The first of these was the judgment of the High Court in Lambeth LBC v SSCLG  EWHC 2412 (Admin), on 3 October. This related to a condition that, it was claimed, should be implied in a planning permission. The case concerned a permission granted under section 73 (which, although it relates to the removal or modification of conditions in a previous planning permission, takes effect as an entirely new planning permission). The previous permission had been restricted by condition to non-food sales, but the conditions in the section 73 permission did not refer to any such restriction. The LPA refused an LDC for unrestricted A1 use, but this decision was overturned on appeal by an inspector, who granted the LDC sought by the developer.

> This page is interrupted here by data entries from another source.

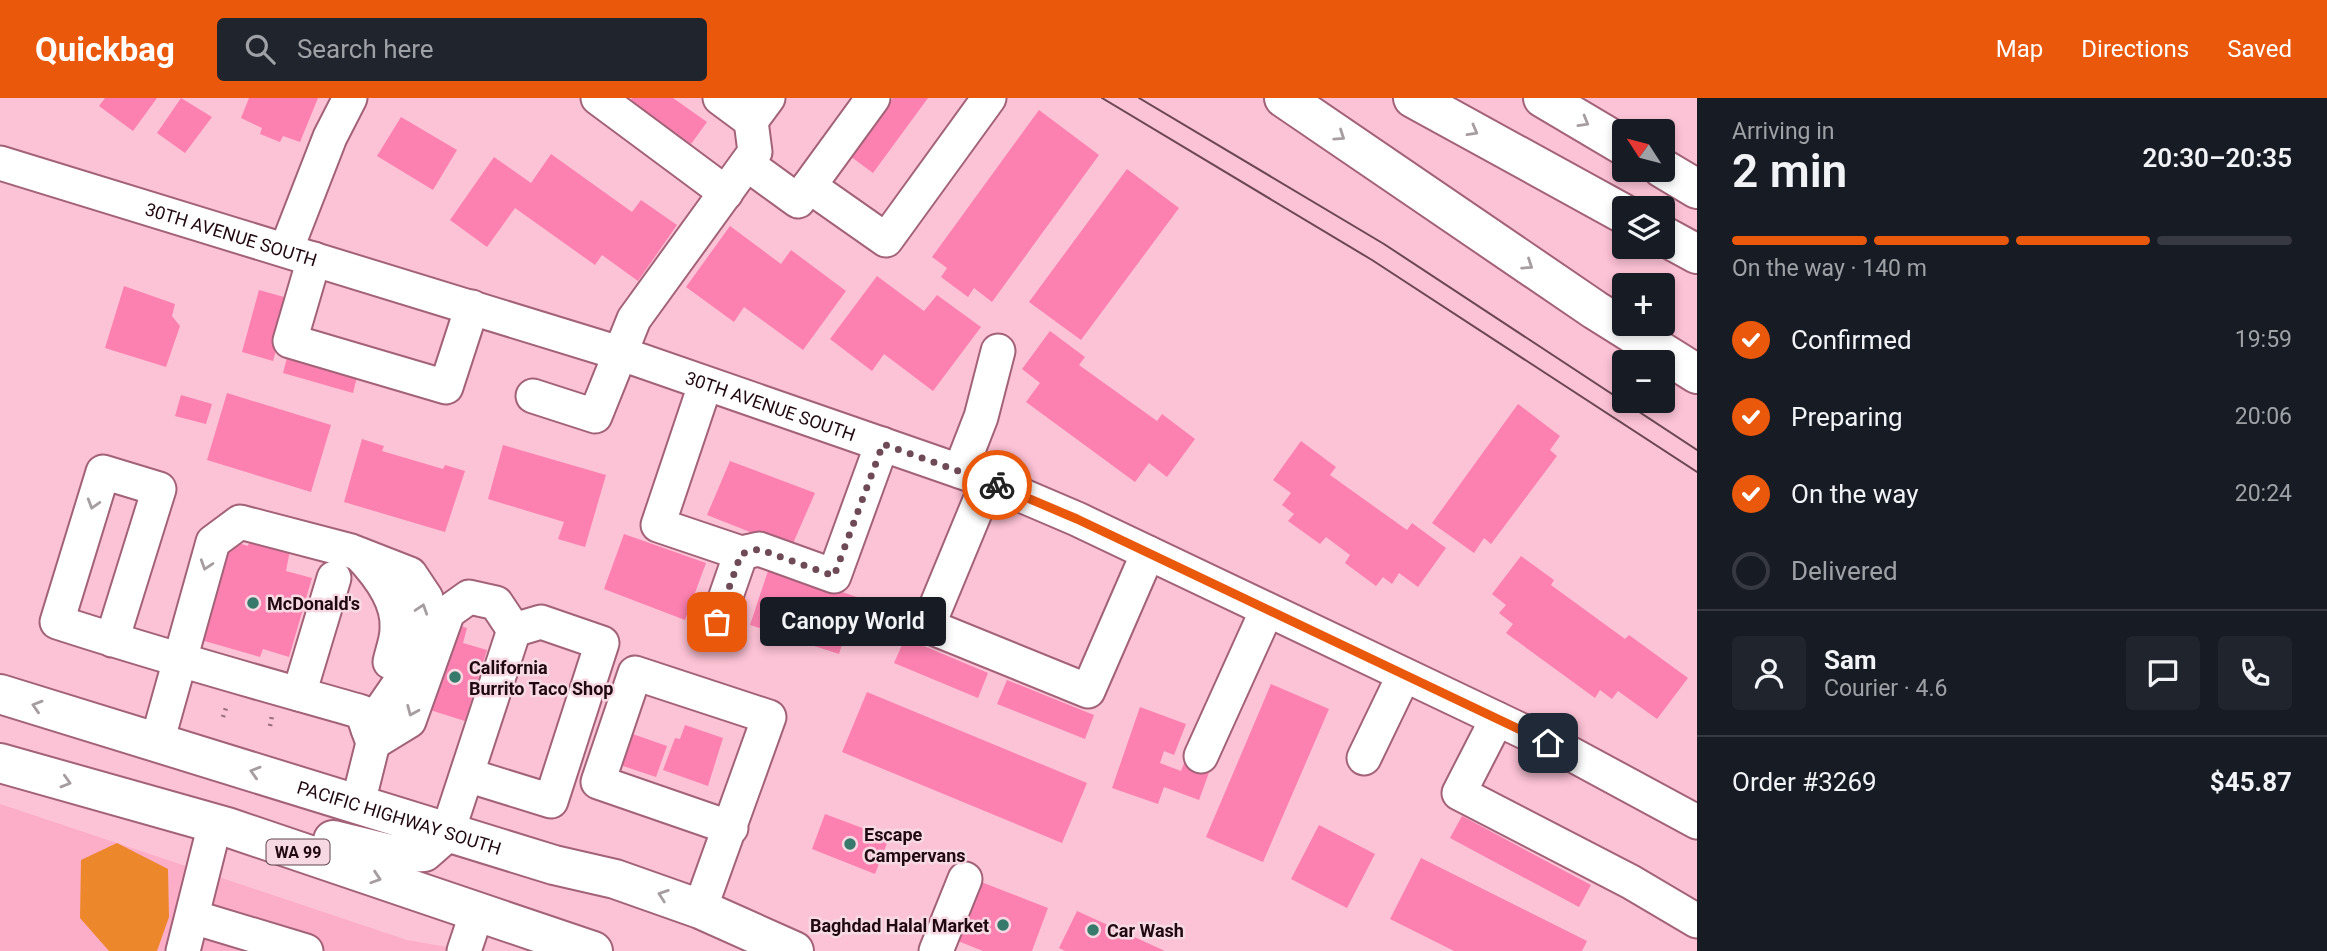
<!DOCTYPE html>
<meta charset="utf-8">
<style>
body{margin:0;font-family:Roboto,sans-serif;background:#20242c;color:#f1f3f6;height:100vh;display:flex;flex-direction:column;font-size:26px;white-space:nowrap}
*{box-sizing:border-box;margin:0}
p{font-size:23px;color:#9ea1a6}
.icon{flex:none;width:38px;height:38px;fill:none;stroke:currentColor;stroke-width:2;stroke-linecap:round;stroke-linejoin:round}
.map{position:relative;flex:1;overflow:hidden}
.panel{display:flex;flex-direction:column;background:#171b24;width:630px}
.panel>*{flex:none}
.needle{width:46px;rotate:306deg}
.buttons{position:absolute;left:1612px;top:21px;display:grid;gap:14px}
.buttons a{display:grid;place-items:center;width:63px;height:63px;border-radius:7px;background:#171b24;box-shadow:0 4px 10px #0003;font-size:35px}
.pin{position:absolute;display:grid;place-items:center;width:60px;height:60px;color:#fff;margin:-30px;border-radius:14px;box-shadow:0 4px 10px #0006}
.courier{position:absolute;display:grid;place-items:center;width:70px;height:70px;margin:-35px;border:5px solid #ea580c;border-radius:50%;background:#fff;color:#222;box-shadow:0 2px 9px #0007}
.bubble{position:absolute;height:49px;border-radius:7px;background:#171b24;box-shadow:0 4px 10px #0003;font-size:23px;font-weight:600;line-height:49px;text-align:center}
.head em{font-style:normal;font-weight:600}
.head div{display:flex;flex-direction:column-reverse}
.head{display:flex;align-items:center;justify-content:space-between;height:119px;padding:0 35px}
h1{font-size:46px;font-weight:600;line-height:52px}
.bar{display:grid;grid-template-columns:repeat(4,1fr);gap:10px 7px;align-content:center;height:84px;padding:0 35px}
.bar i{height:9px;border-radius:5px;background:#363941}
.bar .on{background:#ea580c}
.bar p{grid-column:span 4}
.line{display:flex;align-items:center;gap:18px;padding:0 35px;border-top:2px solid #363941}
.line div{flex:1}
.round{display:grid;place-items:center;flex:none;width:74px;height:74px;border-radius:7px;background:#20242c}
ol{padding:0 35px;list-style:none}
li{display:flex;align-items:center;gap:21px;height:77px}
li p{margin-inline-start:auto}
li .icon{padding:7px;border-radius:50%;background:#ea580c;color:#fff;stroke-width:4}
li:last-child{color:#9ea1a6}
li i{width:38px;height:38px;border:4px solid #363941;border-radius:50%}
header{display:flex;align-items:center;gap:42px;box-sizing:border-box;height:98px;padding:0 35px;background:#ea580c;color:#fff}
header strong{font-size:33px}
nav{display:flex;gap:38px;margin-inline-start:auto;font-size:24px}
.search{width:490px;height:63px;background:#20242c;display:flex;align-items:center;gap:18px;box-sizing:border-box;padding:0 24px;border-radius:7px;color:#9ea1a6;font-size:26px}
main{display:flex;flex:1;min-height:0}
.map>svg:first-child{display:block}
.built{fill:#fcaec8}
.forest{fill:#ec872b}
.building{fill:#fc81b0}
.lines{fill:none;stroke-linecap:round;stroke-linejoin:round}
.minor-casing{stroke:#a26278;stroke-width:37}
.major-casing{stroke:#a26278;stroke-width:42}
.highway-casing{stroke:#a26278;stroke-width:42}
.path{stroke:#9a6f7d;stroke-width:4.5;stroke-dasharray:2 5;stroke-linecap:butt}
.minor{stroke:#fff;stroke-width:33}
.major{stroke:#fff;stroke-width:38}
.highway{stroke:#fff;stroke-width:38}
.tram{stroke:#6b4754;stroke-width:2}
.oneway{stroke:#a69da0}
.done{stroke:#6e4a56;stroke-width:7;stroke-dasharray:0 12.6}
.route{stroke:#ea580c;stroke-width:9}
.poi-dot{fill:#37796b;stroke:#f6d9e2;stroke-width:2.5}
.labels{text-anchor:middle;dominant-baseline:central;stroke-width:5;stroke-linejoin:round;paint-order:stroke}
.shield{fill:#f6d9e2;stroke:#614750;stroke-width:2}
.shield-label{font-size:16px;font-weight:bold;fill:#210912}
.street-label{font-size:18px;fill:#210912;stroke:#f6d9e2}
.poi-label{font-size:18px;font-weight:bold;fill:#210912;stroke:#f6d9e2;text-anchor:start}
</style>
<header>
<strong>Quickbag</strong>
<div class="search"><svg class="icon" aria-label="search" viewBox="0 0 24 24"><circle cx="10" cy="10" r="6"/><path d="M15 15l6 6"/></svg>Search here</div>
<nav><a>Map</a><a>Directions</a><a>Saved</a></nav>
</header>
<main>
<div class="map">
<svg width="1697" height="853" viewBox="0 0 1697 853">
<rect width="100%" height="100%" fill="#fcc2d5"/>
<path class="built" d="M0,706L407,842L470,853H0Z"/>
<path class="forest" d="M117,745L168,771L169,819L157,853H109L80,820L81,762Z"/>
<path class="building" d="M105,0H157L133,33L99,8Z
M181,0L212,19L185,55L157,35Z
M249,0H318L300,44L283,38L280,44L260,36L262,30L241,20Z
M632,0H673L707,24L691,46L630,3Z
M893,0H928L873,75L850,58Z
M1039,12L1099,57L992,204L974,190L968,199L941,179L947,170L932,159Z
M401,19L457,52L433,92L377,58Z
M551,56L632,114L641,102L677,127L638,183L602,157L595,167L515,110L487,149L450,122L494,59L531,85Z
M1127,71L1179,110L1081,242L1029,204Z
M730,128L781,166L791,152L846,193L803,252L744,209L734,224L686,189Z
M877,178L924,213L937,197L981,229L933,293L884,256L872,273L830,241Z
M124,188L175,206L172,218L180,228L166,269L105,250Z
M259,192L291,201L273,263L242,254Z
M1050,233L1085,259L1079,267L1157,323L1162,316L1195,341L1167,379L1149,365L1135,384L1026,304L1040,285L1022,271Z
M289,252L359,271L353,295L283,275Z
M227,295L331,327L311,394L207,362Z
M181,297L212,306L206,326L175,318Z
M1518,306L1560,338L1550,352L1557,358L1491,446L1484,440L1474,455L1432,425Z
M362,341L384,348L382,353L443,371L445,367L465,373L445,434L344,404Z
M1301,343L1336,369L1330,377L1407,432L1412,425L1446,450L1418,489L1399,475L1392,486L1383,479L1376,488L1345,465L1350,457L1326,439L1320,446L1288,423L1294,416L1282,407L1291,395L1273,382Z
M503,347L606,377L585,449L558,441L564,424L488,401Z
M730,363L815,395L791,450L707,417Z
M252,436L291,447L286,473L312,480L289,559L263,551L260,559L201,542L213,462L225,466L232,443L248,448Z
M624,436L706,465L685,522L604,491Z
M1521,458L1554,482L1551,487L1625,541L1629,537L1688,580L1657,621L1618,593L1612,601L1600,592L1595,600L1506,535L1513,526L1499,515L1506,507L1492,496Z
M769,470L857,499L839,556L750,527Z
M457,527L467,530L463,545L487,552L465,623L430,612Z
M905,540L988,575L978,600L894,565Z
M1007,582L1094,617L1085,641L997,606Z
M1271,586L1329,611L1263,764L1206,739Z
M867,594L1087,685L1062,745L842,654Z
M1140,609L1186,626L1174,657L1164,653L1160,665L1181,673L1186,660L1211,669L1199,702L1164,689L1158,706L1112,690Z
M685,627L723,640L708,688L663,672L675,640L680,641Z
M627,634L667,648L656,679L617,666Z
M825,716L889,740L875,776L812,751Z
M1462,718L1591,787L1579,809L1450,740Z
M1319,727L1375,756L1347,810L1291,781Z
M1421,760L1587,843L1582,853H1454L1390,821Z
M981,784L1048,810L1032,853H983L958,843Z
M1077,813L1165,853H1065L1059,850Z"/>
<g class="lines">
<defs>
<g id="minor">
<path d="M598,0L726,95"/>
<path d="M720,0L751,23"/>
<path id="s1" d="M0,65L619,255L988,383L1077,421L1573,657L1697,724"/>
<path d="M747,66L798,103L873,0"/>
<path d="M809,88L886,142L989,0"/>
<path d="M286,152L330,39L350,0"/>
<path d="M314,161L290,243L446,289L472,209"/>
<path d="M705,287L658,427L741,455L759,451L834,478L882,346"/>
<path d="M533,298L595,318L634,221L755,54L751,23L768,0"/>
<path d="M960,373L981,319L998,253"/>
<path d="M988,383L928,528L1088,593L1148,455"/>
<path d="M360,457C378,476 399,504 397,531C397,542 392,554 390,564"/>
<path d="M717,524L741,455"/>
<path d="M112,542L159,391L103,374L57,524C158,557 260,585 362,614L373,645L358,705"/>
<path d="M299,596L334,480"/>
<path d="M1497,621L1459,695L1631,784L1697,823"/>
<path d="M157,644L213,444L240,424L351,453L410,476L426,500L399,586L368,631"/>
<path d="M373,645L409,623L448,514L469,499L496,505L514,532"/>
<path d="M1201,658L1267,512"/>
<path d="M1364,660L1404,577"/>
<path d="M467,677L551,703L602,545L541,524L514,532"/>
<path d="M448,733L514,532"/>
<path d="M700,811L769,619L635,575L598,684L731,730"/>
<path d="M193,819L306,853"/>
<path d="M183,853L215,726"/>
<path d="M464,853L477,814"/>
<path d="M936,853L965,781"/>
</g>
<g id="major">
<path id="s2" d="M0,596L554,767L615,781L700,811L794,853"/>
<path d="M0,665L227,729L593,853"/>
<path d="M333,742L390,756L424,754L448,733"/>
</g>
<path id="highway" d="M1284,0L1595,212L1697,276
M1413,0L1624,116
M1543,0L1624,48
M1662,70L1697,91
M1662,137L1697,156"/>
</defs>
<use href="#minor" class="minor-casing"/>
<use href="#major" class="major-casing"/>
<use href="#highway" class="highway-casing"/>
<path class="path" d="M223,619L227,607
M270,628L272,618"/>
<use href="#minor" class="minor"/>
<use href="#major" class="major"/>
<use href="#highway" class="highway"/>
<path class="tram" d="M1102,0L1372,162L1697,374
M1139,0L1384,146L1697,352"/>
</g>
<defs><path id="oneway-chevron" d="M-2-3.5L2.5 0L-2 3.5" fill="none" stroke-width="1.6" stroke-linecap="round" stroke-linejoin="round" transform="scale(1.75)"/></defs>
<g class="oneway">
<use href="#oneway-chevron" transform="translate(1584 24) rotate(30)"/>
<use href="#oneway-chevron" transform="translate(1473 33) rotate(29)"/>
<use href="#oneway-chevron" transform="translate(1340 38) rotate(34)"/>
<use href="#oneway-chevron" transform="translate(1528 167) rotate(34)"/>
<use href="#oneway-chevron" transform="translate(93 406) rotate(107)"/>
<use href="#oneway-chevron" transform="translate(206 467) rotate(108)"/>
<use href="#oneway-chevron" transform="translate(422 511) rotate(-72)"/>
<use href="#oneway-chevron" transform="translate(37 608) rotate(-163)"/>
<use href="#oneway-chevron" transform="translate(412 613) rotate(113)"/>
<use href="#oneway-chevron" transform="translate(255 674) rotate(-163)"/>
<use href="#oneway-chevron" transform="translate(66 684) rotate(16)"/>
<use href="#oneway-chevron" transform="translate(376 780) rotate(18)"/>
<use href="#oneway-chevron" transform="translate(663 797) rotate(-161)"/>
</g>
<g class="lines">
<path class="done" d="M717,524L741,456L759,451L834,478L883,346L997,387"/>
<path class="route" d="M997,387L1077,421L1548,645"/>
</g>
<g class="poi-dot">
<circle cx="253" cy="505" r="7"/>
<circle cx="455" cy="579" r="7"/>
<circle cx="850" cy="746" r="7"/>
<circle cx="1003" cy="827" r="7"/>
<circle cx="1093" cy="832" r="7"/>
</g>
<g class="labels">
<rect class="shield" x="266.5" y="741.5" width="63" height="25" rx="5"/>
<g class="shield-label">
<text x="298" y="754">WA 99</text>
</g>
<g class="street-label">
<text stroke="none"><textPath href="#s1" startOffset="242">30TH AVENUE SOUTH</textPath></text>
<text stroke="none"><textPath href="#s1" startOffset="808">30TH AVENUE SOUTH</textPath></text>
<text stroke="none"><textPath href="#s2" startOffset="418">PACIFIC HIGHWAY SOUTH</textPath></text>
</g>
<g class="poi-label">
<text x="267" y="505">McDonald's</text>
<text x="469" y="569">California<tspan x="469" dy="21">Burrito Taco Shop</tspan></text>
<text x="864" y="736">Escape<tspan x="864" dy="21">Campervans</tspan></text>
<text x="989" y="827" text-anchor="end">Baghdad Halal Market</text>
<text x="1107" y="832">Car Wash</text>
</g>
</g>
</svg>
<div class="buttons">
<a><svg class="needle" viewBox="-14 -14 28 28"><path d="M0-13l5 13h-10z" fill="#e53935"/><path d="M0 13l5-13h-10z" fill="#9ea1a6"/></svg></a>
<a><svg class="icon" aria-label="layers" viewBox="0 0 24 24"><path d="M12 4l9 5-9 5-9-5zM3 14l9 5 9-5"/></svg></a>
<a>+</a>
<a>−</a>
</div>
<div class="pin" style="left:717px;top:524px;background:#ea580c"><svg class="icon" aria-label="bag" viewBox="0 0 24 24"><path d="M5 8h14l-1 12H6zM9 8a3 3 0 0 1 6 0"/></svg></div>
<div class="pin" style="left:1548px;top:645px;background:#1f2937"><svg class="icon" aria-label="home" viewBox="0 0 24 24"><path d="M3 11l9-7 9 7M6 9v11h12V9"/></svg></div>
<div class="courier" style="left:997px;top:387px"><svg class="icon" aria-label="bike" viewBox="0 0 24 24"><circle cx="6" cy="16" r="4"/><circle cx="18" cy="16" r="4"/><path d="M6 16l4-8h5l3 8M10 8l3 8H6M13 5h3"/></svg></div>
<div class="bubble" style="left:760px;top:499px;width:186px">Canopy World</div>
</div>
<section class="panel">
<div class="head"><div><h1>2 min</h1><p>Arriving in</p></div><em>20:30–20:35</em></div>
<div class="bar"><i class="on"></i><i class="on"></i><i class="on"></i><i></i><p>On the way · 140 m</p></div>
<ol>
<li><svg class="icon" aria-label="check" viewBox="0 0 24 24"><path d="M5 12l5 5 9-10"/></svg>Confirmed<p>19:59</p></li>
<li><svg class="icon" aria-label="check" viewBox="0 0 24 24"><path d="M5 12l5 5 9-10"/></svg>Preparing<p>20:06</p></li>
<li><svg class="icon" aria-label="check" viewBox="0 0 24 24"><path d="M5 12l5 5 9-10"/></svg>On the way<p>20:24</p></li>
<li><i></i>Delivered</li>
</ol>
<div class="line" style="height:126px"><a class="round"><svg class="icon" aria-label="person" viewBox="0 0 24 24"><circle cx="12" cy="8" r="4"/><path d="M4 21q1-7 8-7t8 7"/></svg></a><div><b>Sam</b><p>Courier · 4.6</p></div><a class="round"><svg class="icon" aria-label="chat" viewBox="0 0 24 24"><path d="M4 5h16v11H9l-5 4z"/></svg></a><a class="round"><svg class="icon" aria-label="phone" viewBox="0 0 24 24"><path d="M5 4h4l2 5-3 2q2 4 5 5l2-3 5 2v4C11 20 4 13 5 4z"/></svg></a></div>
<div class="line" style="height:91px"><div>Order #3269</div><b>$45.87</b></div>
</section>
</main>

It was this appeal decision that the LPA sought to challenge.
The judgment reviewed the previous decisions mentioned below, but the court rejected the LPA’s contention that a condition preventing the sale of food could be implied in this case. To put it as shortly as possible, the decision of the Supreme Court in Trump International Golf Club Scotland Ltd. v Scottish Ministers  UKSC 74 indicates that a term can be implied in a condition that has actually been attached to the permission, so as to give proper effect to the intention of that condition, but this does not over-ride the well-established principle that a condition that is entirely absent from a permission cannot be implied in that permission. Thus in I’m Your Man Limited v SSE 77 P & CR 251, a ‘temporary’ permission (so described in the description of the development authorised by the permission) could not be interpreted so as to imply a condition in that permission that the use should cease at the end of the period mentioned in the description of the development. In the Lambeth case Mrs Justice Lang drew attention to the subsequent approval of that judgment by the Divisional Court in R (Altunkaynak) v Northamptonshire Magistrates Court  EWHC 174 (Admin) and by the Planning Court in Cotswold Grange Country Park LLP v SSCLG  EWHC 1138 (Admin). Both of these cases concerned substantive limitations on the permission granted, not merely temporal ones.
The second recent case was the judgment of the European Court of Justice in English Bridge Union Limited v HMRC (Case C 90/16), which was handed down on 26 October. This finally determined a question that has been the subject of repeated litigation over the past few years, namely whether Bridge can be classified as a ‘sport’ for tax purposes. This judgment confirms that, in order to be a ‘sport’, the activity in question must have some element of physical exertion. I mention this judgment because it is analogous to the question of whether various card and board games can be regarded for planning purposes as coming within Use Class D2(e) (“use ……… for other indoor ……….. sports or recreations”). The decision of the ECJ (contrary to the Opinion of the Advocate-General published in June) is in line with the related English cases - English Bridge Union) v Sport England  EWHC 1347 (Admin) and R (English Bridge Union) v Sport England  EWHC 2875 (Admin).
Whilst the English Bridge Union litigation was concerned with the eligibility of Bridge for grants from Sport England, and its treatment for the purposes of tax and VAT, all these judgments (including now the final judgment of the ECJ) are entirely consistent with the conclusion reached in earlier cases relating to Use Class D2, such as Millington v SSETR (1999) 78 P. & C.R. 373; (1999) J.P.L. 644 (subsequently approved by the Court of Appeal –  J.P.L. 297) and Rugby Football Union v SSETR  EWHC 927 (Admin) (subsequently upheld in the Court of Appeal –  EWCA Civ 1169). A leisure activity will only fall within Use Class D2(e) if it involves some physical effort or exertion. Absent this essential physical element, other ‘recreations’ (even if they are competitive in nature) do not fall within Class D2(e).